[TASK BRIEF]
Write the line that contains "Where are all" and each one after it, word for word, ending with the final line of the data.
(RECORDS FOR THIS EXERCISE)
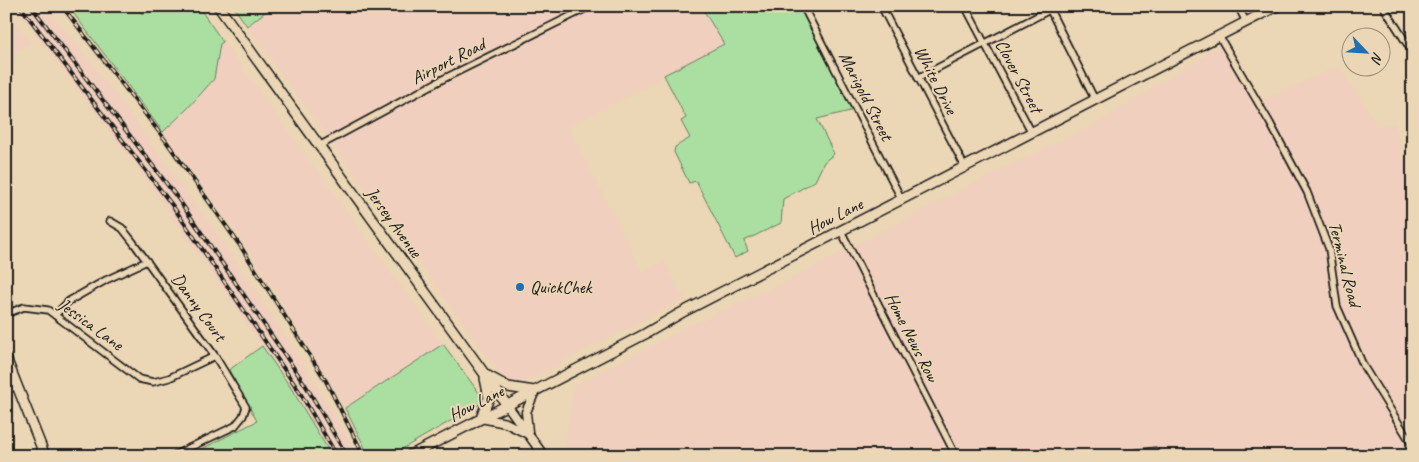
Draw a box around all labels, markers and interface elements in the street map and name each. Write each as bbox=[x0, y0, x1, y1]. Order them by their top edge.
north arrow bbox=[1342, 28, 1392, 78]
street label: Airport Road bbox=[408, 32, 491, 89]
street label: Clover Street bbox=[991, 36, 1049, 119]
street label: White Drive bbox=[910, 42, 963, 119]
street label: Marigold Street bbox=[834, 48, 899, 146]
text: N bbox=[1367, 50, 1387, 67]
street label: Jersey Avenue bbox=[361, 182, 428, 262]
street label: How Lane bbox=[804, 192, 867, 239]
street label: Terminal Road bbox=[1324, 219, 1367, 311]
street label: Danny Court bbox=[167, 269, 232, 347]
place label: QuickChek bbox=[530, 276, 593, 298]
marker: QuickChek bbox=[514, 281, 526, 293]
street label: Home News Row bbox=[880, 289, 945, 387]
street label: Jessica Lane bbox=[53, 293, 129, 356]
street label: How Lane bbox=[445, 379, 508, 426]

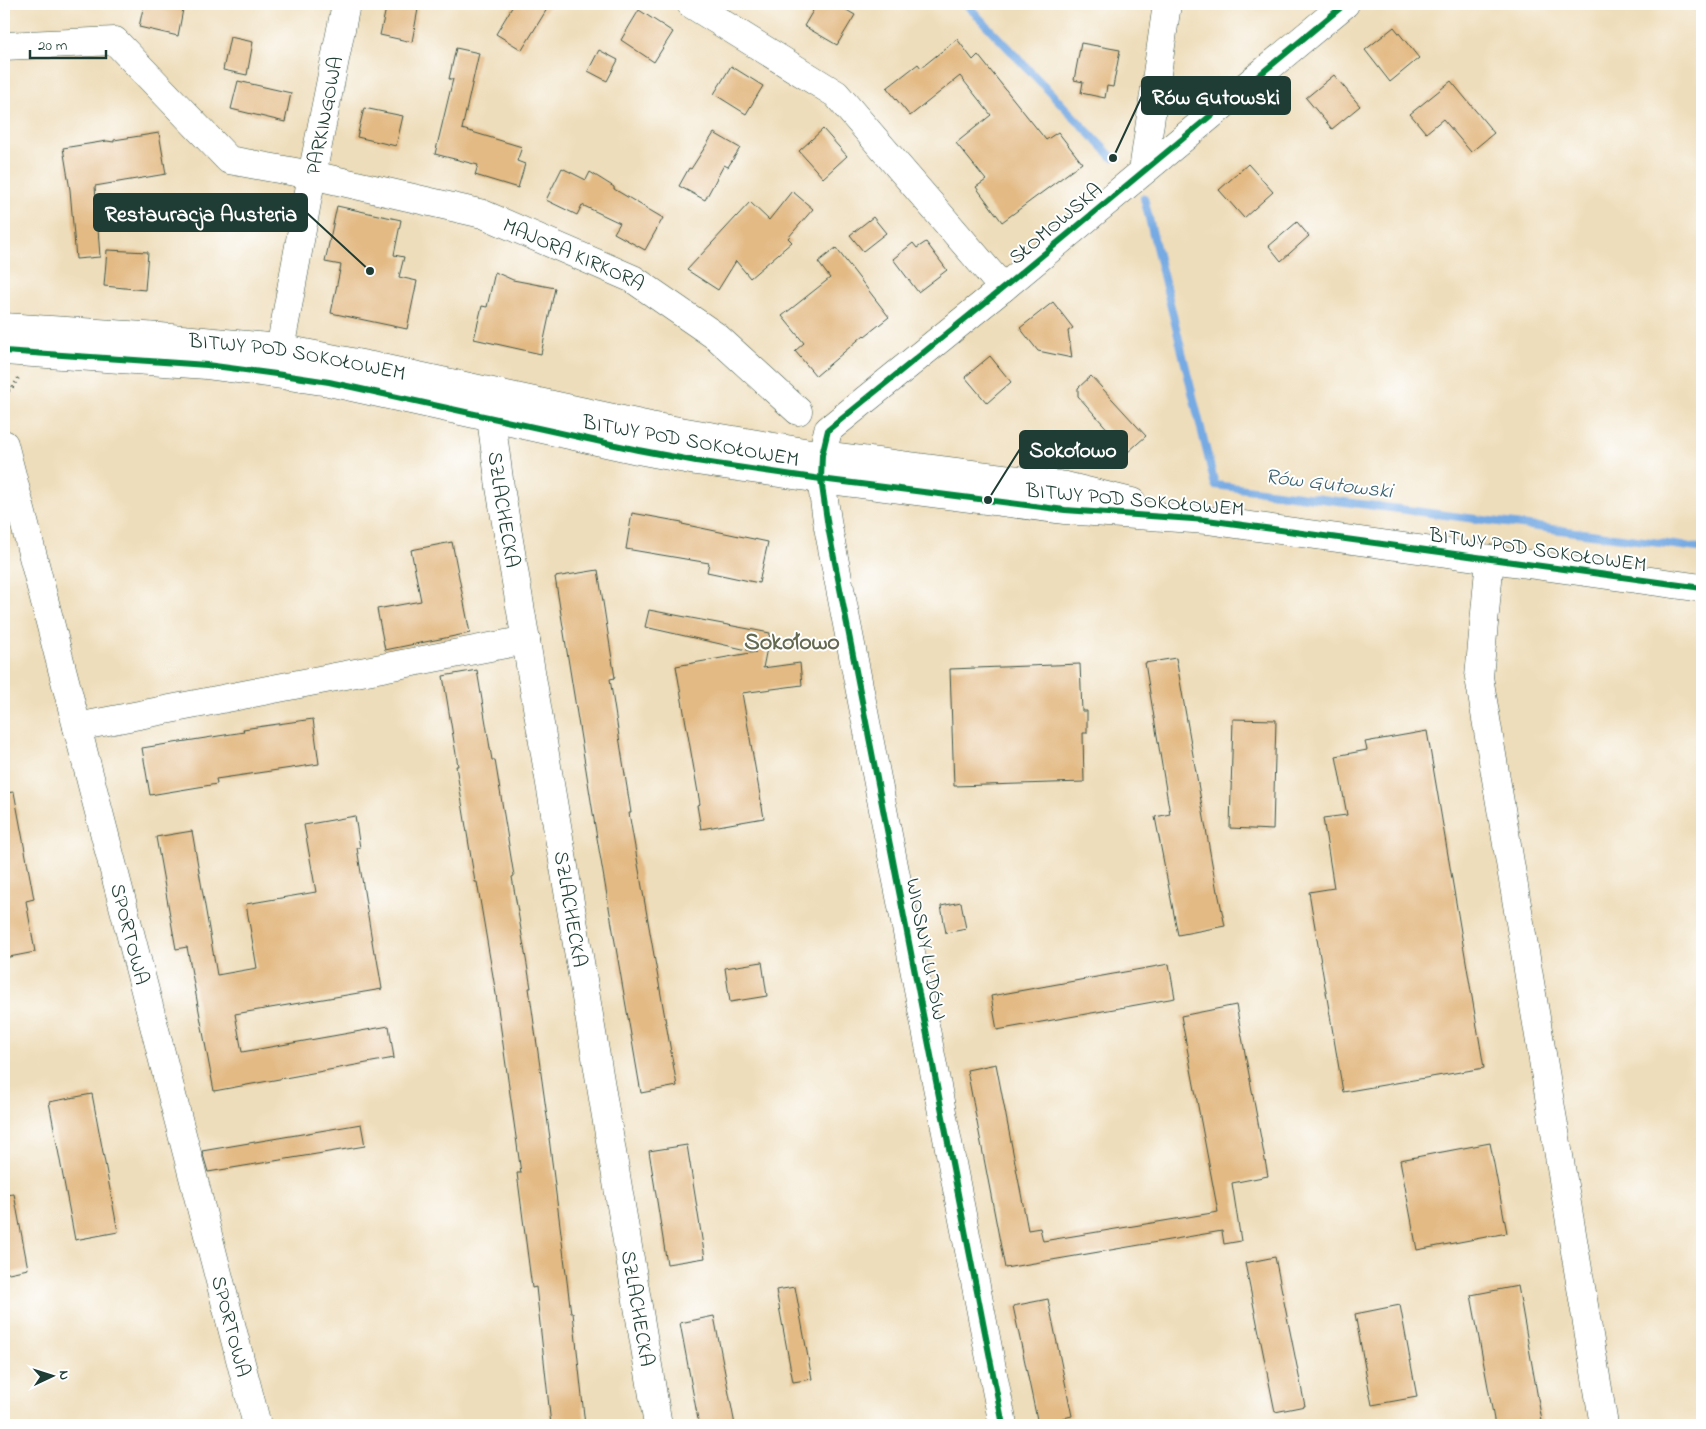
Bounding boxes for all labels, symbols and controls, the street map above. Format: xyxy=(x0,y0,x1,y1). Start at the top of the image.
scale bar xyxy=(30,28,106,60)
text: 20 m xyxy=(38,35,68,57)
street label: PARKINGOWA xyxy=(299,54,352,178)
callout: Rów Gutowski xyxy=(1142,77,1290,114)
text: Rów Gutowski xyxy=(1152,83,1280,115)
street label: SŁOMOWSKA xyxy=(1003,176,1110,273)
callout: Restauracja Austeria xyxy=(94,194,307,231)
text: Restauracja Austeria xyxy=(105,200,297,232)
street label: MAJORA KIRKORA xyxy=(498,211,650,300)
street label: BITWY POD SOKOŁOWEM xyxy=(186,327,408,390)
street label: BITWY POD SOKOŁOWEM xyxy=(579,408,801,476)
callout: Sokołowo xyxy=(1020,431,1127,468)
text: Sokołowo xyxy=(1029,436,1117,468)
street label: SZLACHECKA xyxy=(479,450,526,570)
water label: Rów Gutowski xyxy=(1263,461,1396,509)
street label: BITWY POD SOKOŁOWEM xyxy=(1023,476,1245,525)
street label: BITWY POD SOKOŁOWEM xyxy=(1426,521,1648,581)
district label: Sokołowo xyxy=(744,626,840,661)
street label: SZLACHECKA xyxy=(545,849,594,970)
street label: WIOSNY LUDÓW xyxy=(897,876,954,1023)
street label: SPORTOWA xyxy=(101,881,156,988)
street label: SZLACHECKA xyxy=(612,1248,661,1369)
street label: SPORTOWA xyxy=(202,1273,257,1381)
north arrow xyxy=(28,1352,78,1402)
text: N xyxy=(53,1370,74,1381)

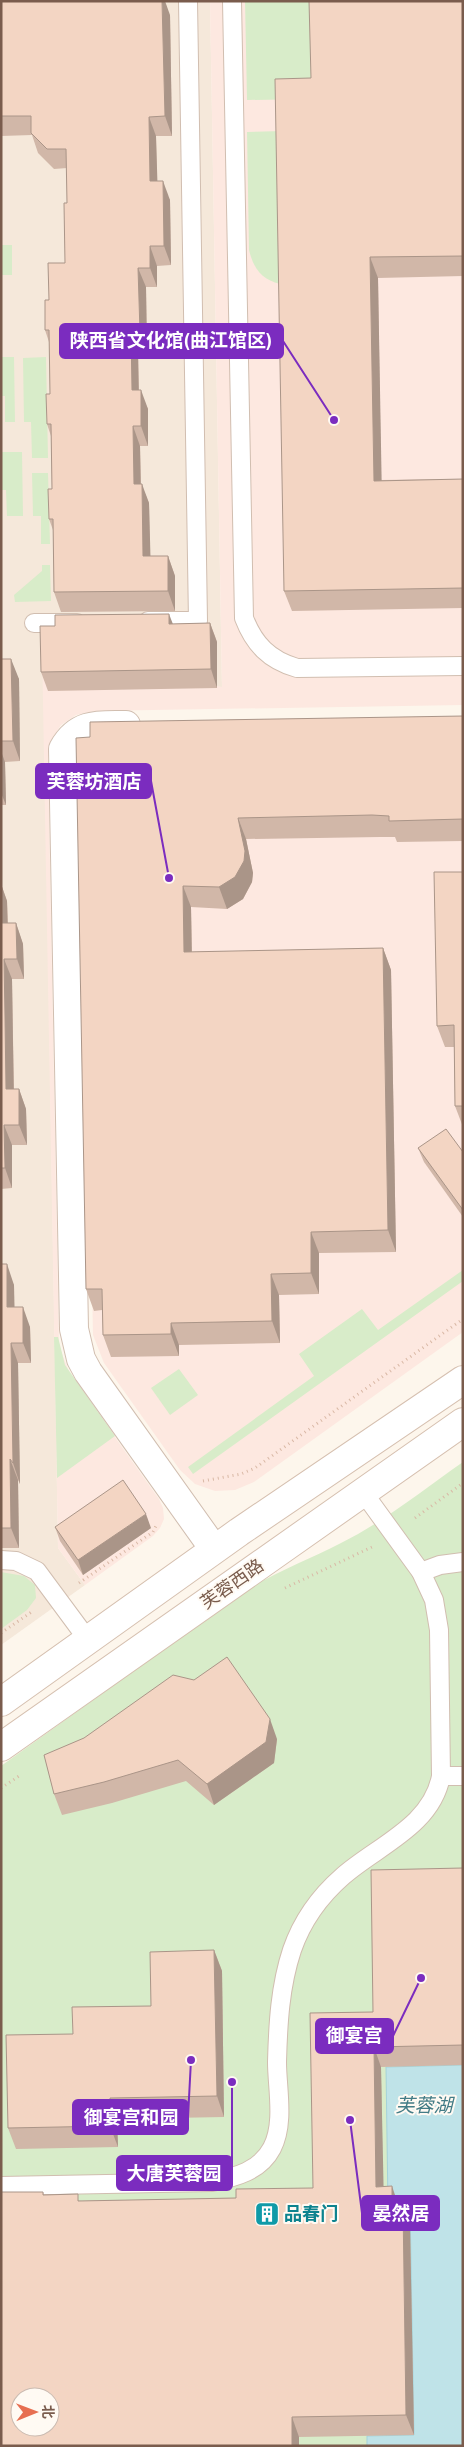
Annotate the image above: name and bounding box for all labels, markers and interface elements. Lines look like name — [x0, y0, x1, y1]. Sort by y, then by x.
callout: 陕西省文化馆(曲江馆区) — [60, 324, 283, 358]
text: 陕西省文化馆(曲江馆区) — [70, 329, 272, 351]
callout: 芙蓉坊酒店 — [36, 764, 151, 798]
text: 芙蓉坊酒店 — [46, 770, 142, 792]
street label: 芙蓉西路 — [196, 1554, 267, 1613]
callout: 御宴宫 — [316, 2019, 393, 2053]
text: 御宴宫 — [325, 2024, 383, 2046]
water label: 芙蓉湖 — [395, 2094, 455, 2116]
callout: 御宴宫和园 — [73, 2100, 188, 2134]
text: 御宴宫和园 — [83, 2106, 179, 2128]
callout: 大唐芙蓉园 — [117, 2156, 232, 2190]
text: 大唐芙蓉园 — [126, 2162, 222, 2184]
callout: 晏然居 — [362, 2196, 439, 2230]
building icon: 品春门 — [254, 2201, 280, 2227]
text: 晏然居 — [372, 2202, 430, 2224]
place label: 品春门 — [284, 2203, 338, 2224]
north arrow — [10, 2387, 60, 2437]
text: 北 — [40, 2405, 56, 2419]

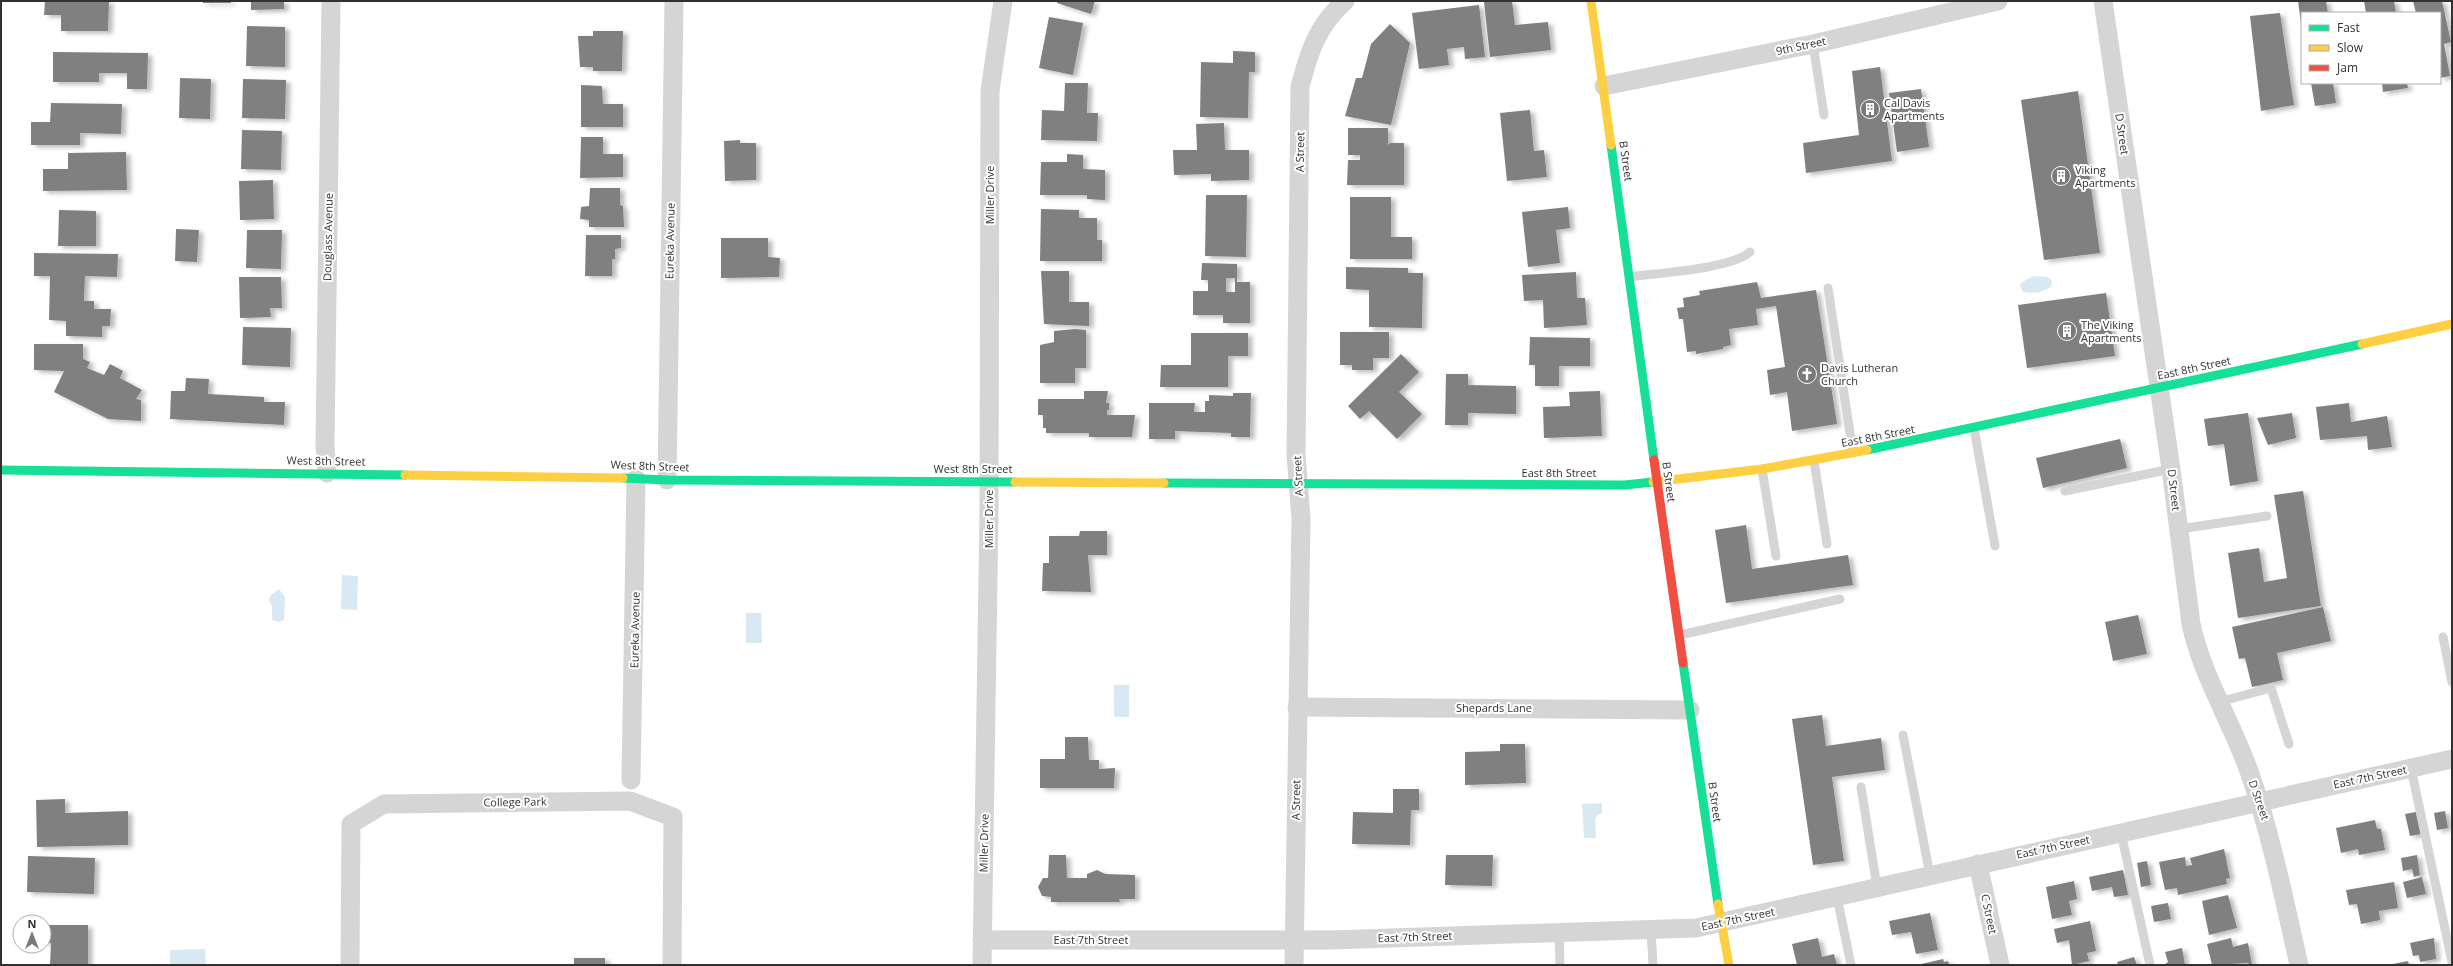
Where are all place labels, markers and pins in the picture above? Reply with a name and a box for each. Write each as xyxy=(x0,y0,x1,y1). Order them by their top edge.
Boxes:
(End RECORDS FOR THIS EXERCISE)
[YOUR RESPONSE]
Where are all place labels, markers and pins in the picture above? Reply with a name and a box for each. Write each as xyxy=(x0,y0,x1,y1). Order them by their top edge.
Boxes:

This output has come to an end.